> **Problem to work on**
Before you finish, make sure every line below has been written out exactly.

> **Working data**
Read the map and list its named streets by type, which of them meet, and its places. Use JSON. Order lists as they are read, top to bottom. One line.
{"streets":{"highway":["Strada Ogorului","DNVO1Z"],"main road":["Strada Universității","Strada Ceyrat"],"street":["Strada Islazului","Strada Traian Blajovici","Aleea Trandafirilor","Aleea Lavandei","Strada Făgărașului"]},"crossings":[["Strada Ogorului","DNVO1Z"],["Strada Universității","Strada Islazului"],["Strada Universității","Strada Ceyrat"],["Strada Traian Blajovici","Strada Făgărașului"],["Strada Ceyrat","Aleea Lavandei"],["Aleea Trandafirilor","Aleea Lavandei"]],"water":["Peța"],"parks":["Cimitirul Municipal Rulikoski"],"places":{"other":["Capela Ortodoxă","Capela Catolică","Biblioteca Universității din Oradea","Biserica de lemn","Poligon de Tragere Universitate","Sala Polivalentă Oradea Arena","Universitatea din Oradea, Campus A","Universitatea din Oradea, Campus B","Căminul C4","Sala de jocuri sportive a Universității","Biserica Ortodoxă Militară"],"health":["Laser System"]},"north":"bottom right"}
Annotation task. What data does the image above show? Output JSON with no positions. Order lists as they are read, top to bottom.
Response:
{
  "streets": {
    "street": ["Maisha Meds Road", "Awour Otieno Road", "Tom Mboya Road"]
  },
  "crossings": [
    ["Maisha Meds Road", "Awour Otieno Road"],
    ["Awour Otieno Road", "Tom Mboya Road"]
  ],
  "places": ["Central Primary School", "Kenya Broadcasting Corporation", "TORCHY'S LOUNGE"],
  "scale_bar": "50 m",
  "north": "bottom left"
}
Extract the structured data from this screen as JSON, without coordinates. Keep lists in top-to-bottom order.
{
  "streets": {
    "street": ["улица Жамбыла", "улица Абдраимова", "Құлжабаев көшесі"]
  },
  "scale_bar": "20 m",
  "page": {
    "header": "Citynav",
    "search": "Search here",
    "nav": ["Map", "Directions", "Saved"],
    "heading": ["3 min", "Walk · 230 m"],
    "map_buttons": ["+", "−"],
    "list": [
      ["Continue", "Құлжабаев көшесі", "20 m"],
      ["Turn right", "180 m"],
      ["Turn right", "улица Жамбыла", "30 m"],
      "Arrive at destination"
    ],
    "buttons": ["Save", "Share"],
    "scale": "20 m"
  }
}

> **Task response**
Read the map and list its named streets by type, which of them meet, and its places. Use JSON. Order lists as they are read, top to bottom. One line.
{"streets":{"highway":["Strada Ogorului","DNVO1Z"],"main road":["Strada Universității","Strada Ceyrat"],"street":["Strada Islazului","Strada Traian Blajovici","Aleea Trandafirilor","Aleea Lavandei","Strada Făgărașului"]},"crossings":[["Strada Ogorului","DNVO1Z"],["Strada Universității","Strada Islazului"],["Strada Universității","Strada Ceyrat"],["Strada Traian Blajovici","Strada Făgărașului"],["Strada Ceyrat","Aleea Lavandei"],["Aleea Trandafirilor","Aleea Lavandei"]],"water":["Peța"],"parks":["Cimitirul Municipal Rulikoski"],"places":{"other":["Capela Ortodoxă","Capela Catolică","Biblioteca Universității din Oradea","Biserica de lemn","Poligon de Tragere Universitate","Sala Polivalentă Oradea Arena","Universitatea din Oradea, Campus A","Universitatea din Oradea, Campus B","Căminul C4","Sala de jocuri sportive a Universității","Biserica Ortodoxă Militară"],"health":["Laser System"]},"north":"bottom right"}
Annotation task. What data does the image above show? Output JSON with no positions. Order lists as they are read, top to bottom.
Response:
{
  "streets": {
    "street": ["Maisha Meds Road", "Awour Otieno Road", "Tom Mboya Road"]
  },
  "crossings": [
    ["Maisha Meds Road", "Awour Otieno Road"],
    ["Awour Otieno Road", "Tom Mboya Road"]
  ],
  "places": ["Central Primary School", "Kenya Broadcasting Corporation", "TORCHY'S LOUNGE"],
  "scale_bar": "50 m",
  "north": "bottom left"
}
Extract the structured data from this screen as JSON, without coordinates. Keep lists in top-to-bottom order.
{
  "streets": {
    "street": ["улица Жамбыла", "улица Абдраимова", "Құлжабаев көшесі"]
  },
  "scale_bar": "20 m",
  "page": {
    "header": "Citynav",
    "search": "Search here",
    "nav": ["Map", "Directions", "Saved"],
    "heading": ["3 min", "Walk · 230 m"],
    "map_buttons": ["+", "−"],
    "list": [
      ["Continue", "Құлжабаев көшесі", "20 m"],
      ["Turn right", "180 m"],
      ["Turn right", "улица Жамбыла", "30 m"],
      "Arrive at destination"
    ],
    "buttons": ["Save", "Share"],
    "scale": "20 m"
  }
}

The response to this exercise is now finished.